The use of alternative reducing agents (ARAs) in the blast furnace (BF), such as pulverized coal (PC) and biochar, gains increased attention in the pursuit of improving efficiency of the direct injection and reducing CO2 emissions [1]. The injection of ARAs into the BF raceway zone can partially substitute metallurgical coke in the iron-making process. Understanding the conversion of ARAs is of vital importance to evaluate their applicability in the BF. Reliable knowledge of conversion rates and kinetic parameters is critical to identifying suitable ARAs. The harsh conditions in the raceway zone make direct measurements impossible. A unique ARA reactor (test reactor) was developed in collaboration between voestalpine Stahl, voestalpine Stahl Donawitz, K1-MET, and Technische Universität Wien (Institute of Chemical, Environmental and Bioscience Engineering) to improve the understanding of thermochemical coal conversion and analyze alternative solid fuels, such as torrefied biomass.
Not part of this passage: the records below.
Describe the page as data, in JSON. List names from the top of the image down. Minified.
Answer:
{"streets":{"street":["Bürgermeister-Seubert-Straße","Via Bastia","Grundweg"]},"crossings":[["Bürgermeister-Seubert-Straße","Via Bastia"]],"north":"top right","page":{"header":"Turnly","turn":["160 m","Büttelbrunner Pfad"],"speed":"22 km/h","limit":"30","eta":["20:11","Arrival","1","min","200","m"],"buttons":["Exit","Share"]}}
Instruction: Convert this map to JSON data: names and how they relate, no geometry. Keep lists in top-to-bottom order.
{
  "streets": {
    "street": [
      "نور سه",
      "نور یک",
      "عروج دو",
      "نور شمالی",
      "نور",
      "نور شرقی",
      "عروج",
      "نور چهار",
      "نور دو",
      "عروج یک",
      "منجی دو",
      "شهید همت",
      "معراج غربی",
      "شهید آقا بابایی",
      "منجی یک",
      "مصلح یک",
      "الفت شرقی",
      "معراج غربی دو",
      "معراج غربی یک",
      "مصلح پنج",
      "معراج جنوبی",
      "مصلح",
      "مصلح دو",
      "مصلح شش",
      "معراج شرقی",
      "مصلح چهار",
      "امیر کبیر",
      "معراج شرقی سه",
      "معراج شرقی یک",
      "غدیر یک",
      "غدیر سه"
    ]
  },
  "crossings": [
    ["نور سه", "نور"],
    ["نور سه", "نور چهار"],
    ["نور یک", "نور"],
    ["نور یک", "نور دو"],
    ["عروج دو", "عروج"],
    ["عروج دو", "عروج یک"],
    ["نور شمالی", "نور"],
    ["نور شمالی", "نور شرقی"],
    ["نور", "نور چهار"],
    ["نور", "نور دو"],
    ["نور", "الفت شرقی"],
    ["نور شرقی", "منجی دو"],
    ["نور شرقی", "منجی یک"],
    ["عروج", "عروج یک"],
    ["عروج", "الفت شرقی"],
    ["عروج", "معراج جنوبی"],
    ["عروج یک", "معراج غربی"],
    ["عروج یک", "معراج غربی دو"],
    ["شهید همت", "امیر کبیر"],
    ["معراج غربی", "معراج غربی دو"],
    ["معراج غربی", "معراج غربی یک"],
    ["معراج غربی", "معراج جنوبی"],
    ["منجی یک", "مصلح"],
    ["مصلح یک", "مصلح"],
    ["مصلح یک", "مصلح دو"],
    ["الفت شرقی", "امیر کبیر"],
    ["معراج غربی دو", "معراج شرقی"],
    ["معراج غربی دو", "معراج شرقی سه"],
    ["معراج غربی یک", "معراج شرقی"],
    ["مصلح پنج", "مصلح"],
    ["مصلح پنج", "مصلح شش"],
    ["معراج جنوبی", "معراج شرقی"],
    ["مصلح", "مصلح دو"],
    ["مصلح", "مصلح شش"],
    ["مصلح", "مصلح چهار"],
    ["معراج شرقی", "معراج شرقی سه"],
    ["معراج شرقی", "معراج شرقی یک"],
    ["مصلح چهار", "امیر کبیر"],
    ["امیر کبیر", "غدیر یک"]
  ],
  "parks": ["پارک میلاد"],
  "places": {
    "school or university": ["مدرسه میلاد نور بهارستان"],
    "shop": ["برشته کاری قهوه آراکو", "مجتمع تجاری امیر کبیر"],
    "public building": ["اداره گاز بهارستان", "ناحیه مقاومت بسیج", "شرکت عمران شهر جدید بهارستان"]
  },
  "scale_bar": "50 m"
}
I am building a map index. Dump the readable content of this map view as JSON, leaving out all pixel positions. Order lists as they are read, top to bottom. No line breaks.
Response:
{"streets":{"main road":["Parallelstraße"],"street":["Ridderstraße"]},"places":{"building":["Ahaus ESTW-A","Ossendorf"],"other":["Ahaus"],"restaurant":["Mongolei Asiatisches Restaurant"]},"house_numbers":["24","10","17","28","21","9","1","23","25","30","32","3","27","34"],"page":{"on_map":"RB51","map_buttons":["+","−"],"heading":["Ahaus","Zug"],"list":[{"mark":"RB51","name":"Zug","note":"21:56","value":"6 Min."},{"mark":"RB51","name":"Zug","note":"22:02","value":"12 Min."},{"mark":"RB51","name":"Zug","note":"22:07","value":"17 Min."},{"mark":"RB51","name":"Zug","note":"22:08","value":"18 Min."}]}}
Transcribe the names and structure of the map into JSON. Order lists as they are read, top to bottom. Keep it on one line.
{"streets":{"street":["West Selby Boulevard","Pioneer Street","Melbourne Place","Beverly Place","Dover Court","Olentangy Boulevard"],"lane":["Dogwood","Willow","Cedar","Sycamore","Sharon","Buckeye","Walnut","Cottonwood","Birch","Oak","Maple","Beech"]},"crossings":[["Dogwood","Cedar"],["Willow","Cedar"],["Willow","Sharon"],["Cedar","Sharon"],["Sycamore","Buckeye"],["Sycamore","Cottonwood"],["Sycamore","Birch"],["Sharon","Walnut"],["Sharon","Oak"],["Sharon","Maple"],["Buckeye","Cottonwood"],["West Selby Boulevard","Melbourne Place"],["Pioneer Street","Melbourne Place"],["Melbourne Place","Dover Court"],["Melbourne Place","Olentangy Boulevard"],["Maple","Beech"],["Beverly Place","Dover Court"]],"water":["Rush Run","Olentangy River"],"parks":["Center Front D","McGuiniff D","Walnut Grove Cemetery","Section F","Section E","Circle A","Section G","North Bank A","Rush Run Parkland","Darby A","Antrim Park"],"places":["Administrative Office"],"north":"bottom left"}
Located at TU Wien, the ARA reactor quantifies the reactivity and conversion behavior of alternative reducing agents (ARAs) under BF-like conditions [2].
Computational fluid dynamics (CFD) has proven to be an invaluable tool for enhancing our understanding of phenomena inside existing equipment or industrial plants [35]. A detailed CFD simulation of the ARA reactor allows gaining a deeper understanding of the internal reactor heat transfer and flow fields as well as tracking the particles through the reaction zone.
The combination of experiments and CFD simulations allows for both empirical validation and theoretical exploration, leading to a better understanding of ARA conversion. By incorporating experimental data into a developed CFD model, we can refine predictions, explore different scenarios, and identify trends that would otherwise be difficult to detect. This combined approach leads to a more comprehensive understanding of the reactivity and conversion behavior of PC blends and other ARAs under BF-like conditions, enabling better-informed decision-making regarding the application of different ARAs in the BF. In this article, we present the one-of-a-kind ARA reactor, designed to serve as a test reactor for standardized testing of PC and other ARAs. Plant commissioning was completed successfully and intensive trial campaigns using different PC grades are currently planned. Furthermore, we present the developed CFD simulation tool that describes the internal flow, heat transfer, and reactions inside the ARA reactor. Finally, we compare the simulation results to an experiment conducted using the ARA reactor, proving the validity of the developed simulation tool.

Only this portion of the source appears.